TASK INSTRUCTIONS => If a line below contains the string "display", copy it out.
BEGIN ENTRIES SUPPLIED
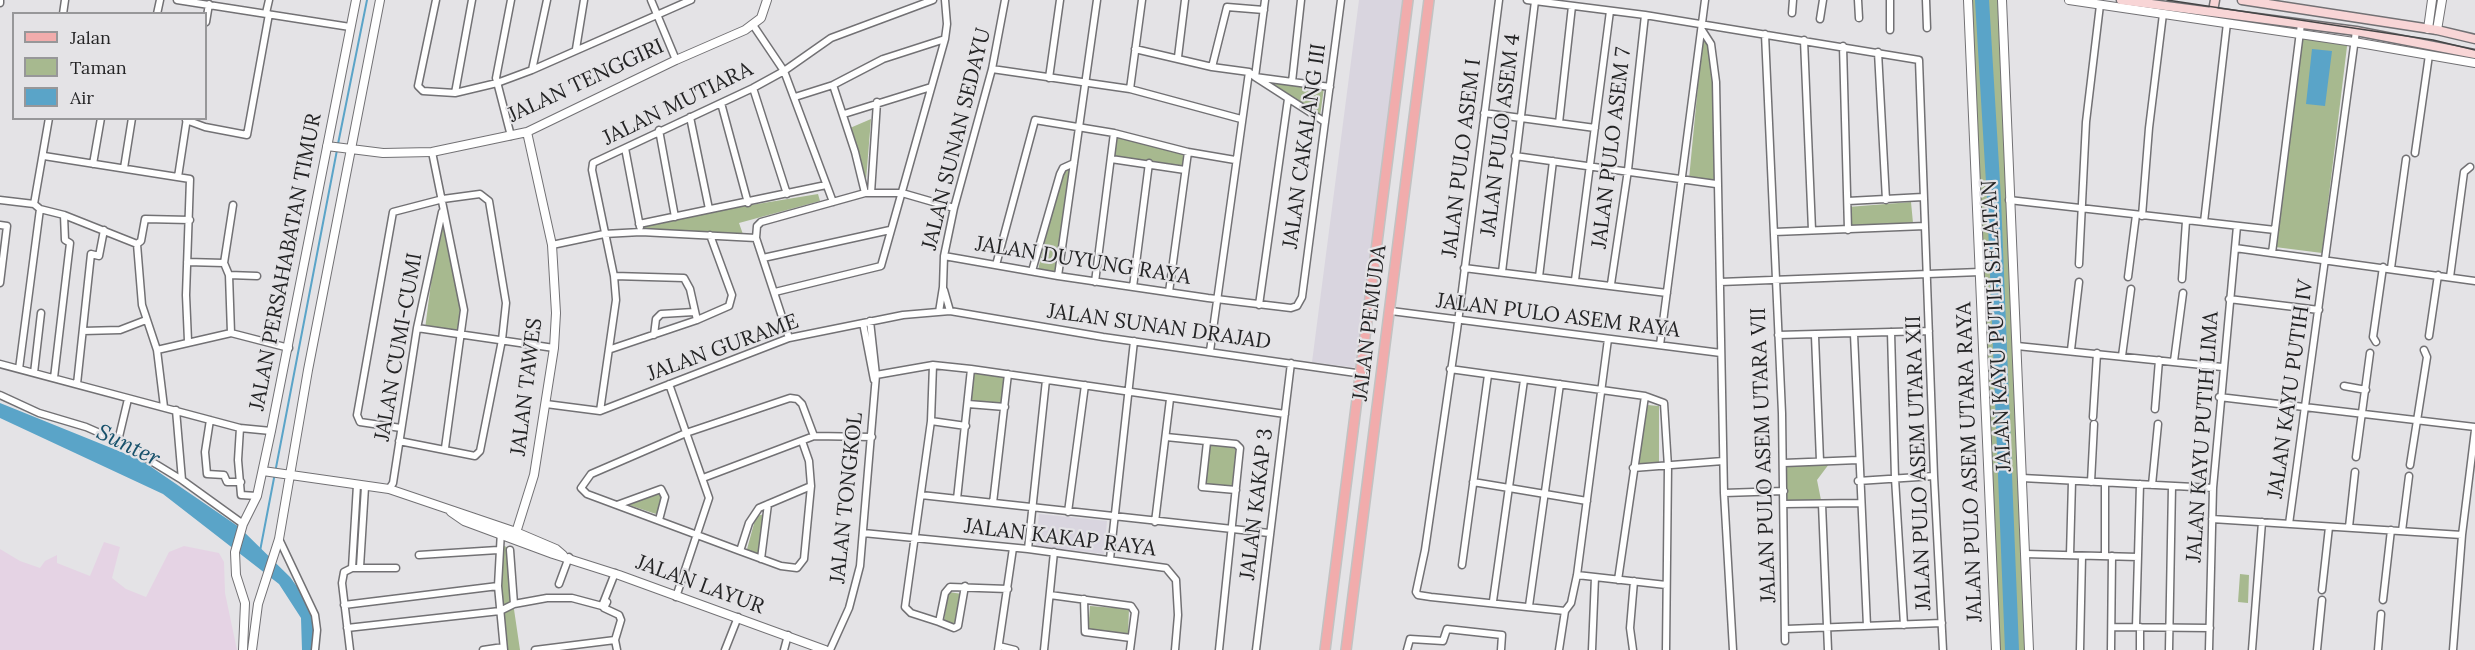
<!DOCTYPE html>
<style>
body{margin:0}
#map{position:relative;width:2475px;height:650px;overflow:hidden;background:#e4e3e6;font-family:Lora,serif}
canvas{display:block}
.legend{position:absolute;left:12px;top:12px;width:195px;height:108px;box-sizing:border-box;background:#e4e3e6;border:2px solid #979799;margin:0;padding:8px 10px;list-style:none;font-size:18px;color:#242425}
.legend li{display:flex;align-items:center;gap:12px;height:30px}
.legend b{width:30px;border:2px solid #979799}
</style>
<div id="map">
<canvas width="2475" height="650"></canvas>
<ul class="legend">
<li><b style="height:8px;background:#f1acac"></b>Jalan</li>
<li><b style="height:16px;background:#a7b98f"></b>Taman</li>
<li><b style="height:16px;background:#5aa4c8"></b>Air</li>
</ul>
</div>
<script>
const g = document.querySelector('canvas').getContext('2d');
g.lineJoin = 'round';
function paint(path, color) {
  g.fillStyle = color;
  g.fill(path, 'evenodd');
}
function shape(rows) {
  const path = new Path2D();
  for (const r of rows) {
    path.moveTo(r[0], r[1]);
    for (let i = 2; i < r.length; i += 2) path.lineTo(r[i], r[i + 1]);
  }
  return path;
}
function stroke(path, color, width, dash) {
  g.strokeStyle = color;
  g.lineWidth = width;
  g.lineCap = dash ? 'butt' : 'round';
  g.setLineDash(dash || []);
  g.stroke(path);
}
function label(font, color, halo, rows, align = 'center') {
  g.font = font + ' Lora,serif';
  g.lineWidth = 4.5;
  g.setLineDash([]);
  g.textBaseline = 'middle';
  g.strokeStyle = halo;
  g.fillStyle = color;
  for (const [text, x, y, turn = 0] of rows) {
    g.save();
    g.translate(x, y);
    g.rotate((+turn || 0) * Math.PI / 180);
    g.textAlign = isNaN(turn) ? turn : align;
    if (halo) g.strokeText(text, 0, 0);
    g.fillText(text, 0, 0);
    g.restore();
  }
}
paint(shape([
 [1359,0,1406,0,1358,368,1312,362],
 [1039,514,1107,521,1104,554,1036,546]
]), '#d9d5df');
paint(shape([
 [104,542,120,547,112,578,126,589,146,597,169,552,184,546,219,553,224,562,225,593,237,650,0,650,0,549,20,561,40,568,45,561,57,555,57,563,90,576]
]), '#e5d3e4');
paint(shape([
 [1968,0,2002,0,2029,650,1996,650],
 [2296,29,2348,38,2322,253,2275,247],
 [1703,33,1710,48,1720,183,1689,179],
 [1264,81,1324,88,1320,116],
 [871,119,866,180,850,128],
 [1120,137,1184,153,1182,169,1113,158,1116,138],
 [1070,167,1056,276,1037,274,1063,168],
 [818,194,820,201,739,223,745,240,644,230,642,223],
 [1911,202,1913,223,1849,226,1848,207],
 [443,219,460,297,460,333,425,329,432,275],
 [973,371,1006,375,1003,405,970,402],
 [1647,405,1659,406,1659,464,1638,466],
 [1209,444,1236,447,1232,487,1204,485],
 [1829,464,1817,480,1821,500,1786,501,1785,465],
 [661,492,659,515,629,505],
 [765,514,760,558,746,553,756,516],
 [502,545,511,549,511,589,520,650,507,650,499,591],
 [2240,574,2249,575,2248,603,2238,602],
 [949,592,962,594,957,625,944,620],
 [1090,606,1129,609,1128,634,1088,631]
]), '#a7b98f');
paint(shape([
 [2312,49,2332,51,2325,106,2306,104],
 [0,403,141,460,239,527,290,577,311,606,316,627,312,650,302,650,301,618,279,584,163,494,0,418]
]), '#5aa4c8');
stroke(shape([
 [338,144,367,0],
 [260,551,337,150]
]), '#5aa4c8', 2);
stroke(shape([
 [1982,0,1994,199,2012,650]
]), '#5aa4c8', 14);
const minor = shape([
 [177,0,350,27],
 [436,0,418,86,423,91,455,93,497,83,532,70,691,0],
 [651,0,676,60],
 [1265,0,1255,77,1325,122],
 [1499,0,1457,330,1425,550,1416,592,1418,595,1431,597,1565,611],
 [1527,0,1645,15,1919,60,1934,476,1943,650],
 [1858,0,1859,18],
 [1926,0,1927,28],
 [0,3,0,0],
 [266,13,269,0],
 [1792,13,1793,0],
 [63,14,65,0],
 [157,14,160,0],
 [1820,19,1823,0],
 [206,22,209,4],
 [753,25,784,71,833,202],
 [1702,30,1711,44,1716,82,1724,493,1733,650],
 [1890,30,1890,0],
 [1765,34,1782,413,1785,641],
 [1804,40,1812,230],
 [1843,46,1848,230],
 [576,49,584,0],
 [1135,49,1212,67,1249,72,1255,77,1330,87],
 [1878,52,1886,200],
 [1178,57,1185,0],
 [1212,67,1227,7,1264,10],
 [992,69,1130,89,1241,119],
 [532,70,547,0],
 [1049,78,1060,0],
 [1292,82,1301,0],
 [833,85,855,152,865,193],
 [753,88,787,194],
 [1130,89,1142,0],
 [455,93,472,0],
 [795,97,833,85,883,59,945,39],
 [721,103,748,203],
 [1484,113,1595,128],
 [844,114,931,87],
 [690,117,709,209],
 [186,120,205,127,247,135,269,14],
 [1559,123,1572,6],
 [659,130,675,217],
 [511,136,496,78,511,0],
 [625,148,640,227],
 [432,152,464,310,445,448],
 [2415,153,2429,55],
 [44,156,190,179,186,295,188,341],
 [1515,156,1716,184],
 [1111,159,1185,170],
 [93,164,101,118],
 [124,168,132,118],
 [178,177,187,118],
 [871,193,877,102],
 [0,200,34,204,40,209,64,215,137,244,142,305,157,350,164,407],
 [2009,200,2275,230],
 [1848,201,1923,197],
 [34,204,49,118],
 [2142,216,2149,128,2163,14],
 [2204,222,2227,23],
 [639,224,826,185],
 [0,225,7,226,0,283],
 [1774,232,1925,226],
 [756,238,757,226,761,222,865,193,902,193,954,208],
 [137,244,141,241,145,219,190,220],
 [552,245,604,234,641,232,756,238,789,338],
 [2235,248,2475,281],
 [2272,253,2301,24],
 [944,256,1058,276,1208,298,1291,308,1297,306,1302,297,1341,0],
 [763,258,890,230],
 [187,262,224,263,229,275,257,276],
 [224,263,233,205],
 [2079,264,2086,122,2100,5],
 [996,265,1035,120,1114,133,1188,152,1235,160],
 [1464,268,1667,293],
 [2391,268,2406,159],
 [1032,271,1060,174,1063,168,1074,163],
 [1502,272,1535,1],
 [229,275,231,333],
 [614,276,684,278,690,289,697,320],
 [1058,276,1097,0],
 [1539,277,1553,161],
 [2128,277,2136,215],
 [2450,277,2464,172,2470,167],
 [2182,279,2186,221],
 [1575,280,1610,11],
 [1095,282,1114,133],
 [1720,282,1980,272],
 [1611,284,1628,170,1645,15],
 [1133,287,1149,163],
 [944,290,950,311],
 [775,292,881,266,945,39,947,24,945,0],
 [1169,292,1188,152],
 [2229,299,2319,310],
 [1259,305,1288,99],
 [1391,311,1721,353],
 [939,312,943,287,944,256,954,208,992,69,1005,0],
 [863,323,874,380],
 [417,328,554,348],
 [83,331,120,330,146,320],
 [1891,332,1895,478,1904,625],
 [1854,334,1867,626],
 [654,335,656,319,661,314,694,312],
 [1778,335,1929,331],
 [1815,336,1820,461],
 [2429,336,2438,275],
 [2376,342,2373,337,2383,267],
 [1660,345,1705,0],
 [2017,346,2222,367],
 [611,349,697,320,729,306,732,295,710,235],
 [157,350,231,333,289,348],
 [2071,350,2079,282],
 [1210,351,1249,72],
 [2122,356,2131,289],
 [2174,361,2183,293],
 [0,364,240,428,271,431],
 [933,365,931,421,905,607,911,613,939,622,945,593,950,587,1008,589],
 [19,369,40,209],
 [1450,369,1645,396,1664,403,1668,467,1666,650],
 [34,373,41,313],
 [876,375,933,365,971,369,1285,414],
 [54,378,70,243,65,240,64,215],
 [77,384,91,254,99,256,104,230],
 [669,384,709,498,676,597],
 [2344,386,2366,390],
 [0,395,39,413,86,427,118,441,182,480,243,524],
 [2219,397,2475,427],
 [546,404,600,411,789,338,903,315,950,311,1103,337,1363,374],
 [968,404,1005,407],
 [2155,409,2159,360],
 [176,410,182,480],
 [600,411,616,300,614,276,592,170,593,163,753,88,784,71,831,38,933,0],
 [2093,417,2097,353],
 [210,420,205,452,207,474,224,475,227,482,241,482],
 [931,421,966,426],
 [240,428,238,460,241,495,257,496],
 [1166,437,1236,444,1240,448,1219,650],
 [118,441,128,399],
 [399,441,475,456,480,451,502,340,506,303,489,201,480,194,443,199,393,212,357,415,360,422,401,428],
 [802,441,809,461,811,486,804,559,797,568,781,566,740,551,587,494,581,488,591,474,686,433,790,398,797,399,802,404,814,436],
 [1207,442,1202,487,1236,490],
 [2356,457,2370,353],
 [1784,463,1858,460],
 [2410,465,2427,357,2424,350],
 [1633,468,1723,461],
 [703,478,814,436,872,437],
 [2022,478,2213,488],
 [1858,481,1934,476],
 [1473,482,1587,501],
 [2091,482,2094,424],
 [2152,485,2158,424],
 [389,489,393,483,417,328,442,212],
 [1724,493,1784,491],
 [921,495,1269,533],
 [957,499,971,369],
 [993,503,1008,374],
 [1784,504,1860,503],
 [1822,504,1828,650],
 [617,505,661,489,665,497,659,520],
 [1068,512,1085,385],
 [2212,519,2462,535],
 [1155,522,1170,399],
 [2289,524,2356,31],
 [2349,527,2355,472],
 [501,531,498,586,504,650],
 [2402,531,2409,476],
 [863,533,1028,549,1166,568,1176,580,1178,615,1175,650],
 [279,539,315,615,317,630,315,650],
 [1028,549,1046,380],
 [510,550,514,604],
 [740,551,749,523,759,508,811,486],
 [2025,554,2138,557],
 [419,555,498,550],
 [2070,555,2072,481],
 [2105,556,2105,483],
 [761,559,768,504],
 [1110,559,1134,341],
 [1462,565,1488,375],
 [360,567,365,487],
 [352,568,357,485],
 [1577,575,1666,585],
 [1618,580,1645,396],
 [559,584,569,557],
 [2322,590,2329,527],
 [1050,595,1131,606,1135,612,1130,650],
 [1084,599,1085,632,1131,638],
 [2383,600,2391,530],
 [1493,601,1524,380],
 [607,602,604,608,619,615,621,620,615,640,617,650],
 [344,605,498,586],
 [1529,606,1560,384],
 [1565,611,1571,603,1577,575,1608,339],
 [939,622,954,628,958,626,965,586],
 [2112,627,2210,628],
 [2136,627,2140,484],
 [347,628,500,611,514,604,547,598,572,598,602,606,615,573],
 [1786,629,1942,623],
 [999,646,1015,650],
 [350,650,342,583,344,572,352,568,396,568],
 [483,650,503,647],
 [535,650,615,640],
 [725,650,738,617],
 [784,650,788,635],
 [830,650,849,608,860,566,876,375,870,321],
 [998,650,1013,548],
 [1044,650,1054,552],
 [1256,650,1291,363],
 [1407,650,1410,639,1443,641,1447,629,1502,635,1501,650],
 [1559,650,1565,611],
 [1592,650,1595,577],
 [1633,650,1630,628,1634,581],
 [2080,650,2082,556],
 [2111,650,2112,556],
 [2140,650,2140,627],
 [2169,650,2172,486],
 [2209,650,2213,488,2237,226],
 [2252,650,2262,522],
 [2317,650,2322,600],
 [2378,650,2381,614],
 [2453,650,2462,535,2475,430]
]);
const tertiary = shape([
 [1968,0,1996,650],
 [2002,0,2029,650],
 [2069,0,2354,42,2475,63],
 [2428,29,2432,0],
 [2437,30,2442,0],
 [327,146,383,153,432,152,527,132,676,60,745,30,761,18,767,0],
 [263,471,389,489,516,532,556,549,563,555],
 [451,512,464,521,553,554,619,575,825,650],
 [514,539,534,475,554,348,556,313,552,245,527,132],
 [243,650,245,603,236,575,235,552,243,524,257,496,271,431,356,0],
 [252,650,258,604,279,539,308,370,380,0]
]);
const secondary = shape([
 [2121,0,2356,31,2475,54],
 [2242,0,2437,30,2475,39],
 [2213,11,2215,0]
]);
const primary = shape([
 [1325,650,1408,0],
 [1346,650,1429,0]
]);
stroke(minor, '#727174', 9);
stroke(tertiary, '#727174', 10);
stroke(secondary, '#727174', 11);
stroke(primary, '#c2c2c2', 12);
stroke(minor, '#fff', 6);
stroke(tertiary, '#fff', 8);
stroke(secondary, '#f8d5d6', 8);
stroke(primary, '#f1acac', 9);
stroke(shape([
 [2167,0,2433,40,2475,50]
]), '#454546', 1.5);
label('21px', '#242425', '#e4e3e6', [
 ["JALAN TENGGIRI",586,81,-25],
 ["JALAN MUTIARA",678,104,-26],
 ["JALAN PULO ASEM 4",1501,135,-83],
 ["JALAN SUNAN SEDAYU",957,139,-76],
 ["JALAN CAKALANG III",1305,146,-82],
 ["JALAN PULO ASEM 7",1612,148,-83],
 ["JALAN PULO ASEM I",1462,158,-83],
 ["JALAN DUYUNG RAYA",1083,261,9],
 ["JALAN PERSAHABATAN TIMUR",286,262,-79],
 ["JALAN PULO ASEM RAYA",1558,316,7],
 ["JALAN PEMUDA",1370,323,-83],
 ["JALAN KAYU PUTIH SELATAN",1997,326,-93],
 ["JALAN SUNAN DRAJAD",1159,327,8],
 ["JALAN CUMI-CUMI",399,347,-80],
 ["JALAN GURAME",723,348,-20],
 ["JALAN TAWES",527,387,-83],
 ["JALAN KAYU PUTIH IV",2291,389,-82],
 ["JALAN KAYU PUTIH LIMA",2203,437,-86],
 ["JALAN PULO ASEM UTARA VII",1764,455,-92],
 ["JALAN PULO ASEM UTARA RAYA",1970,462,-92],
 ["JALAN PULO ASEM UTARA XII",1919,463,-92],
 ["JALAN TONGKOL",847,498,-84],
 ["JALAN KAKAP 3",1257,504,-83],
 ["JALAN KAKAP RAYA",1060,538,7],
 ["JALAN LAYUR",700,585,20]
]);
label('italic 22px', '#16506a', '#e4e3e6', [
 ["Sunter",128,446,26]
]);
</script>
END ENTRIES SUPPLIED
WRITTEN RESPONSE =>
canvas{display:block}
.legend li{display:flex;align-items:center;gap:12px;height:30px}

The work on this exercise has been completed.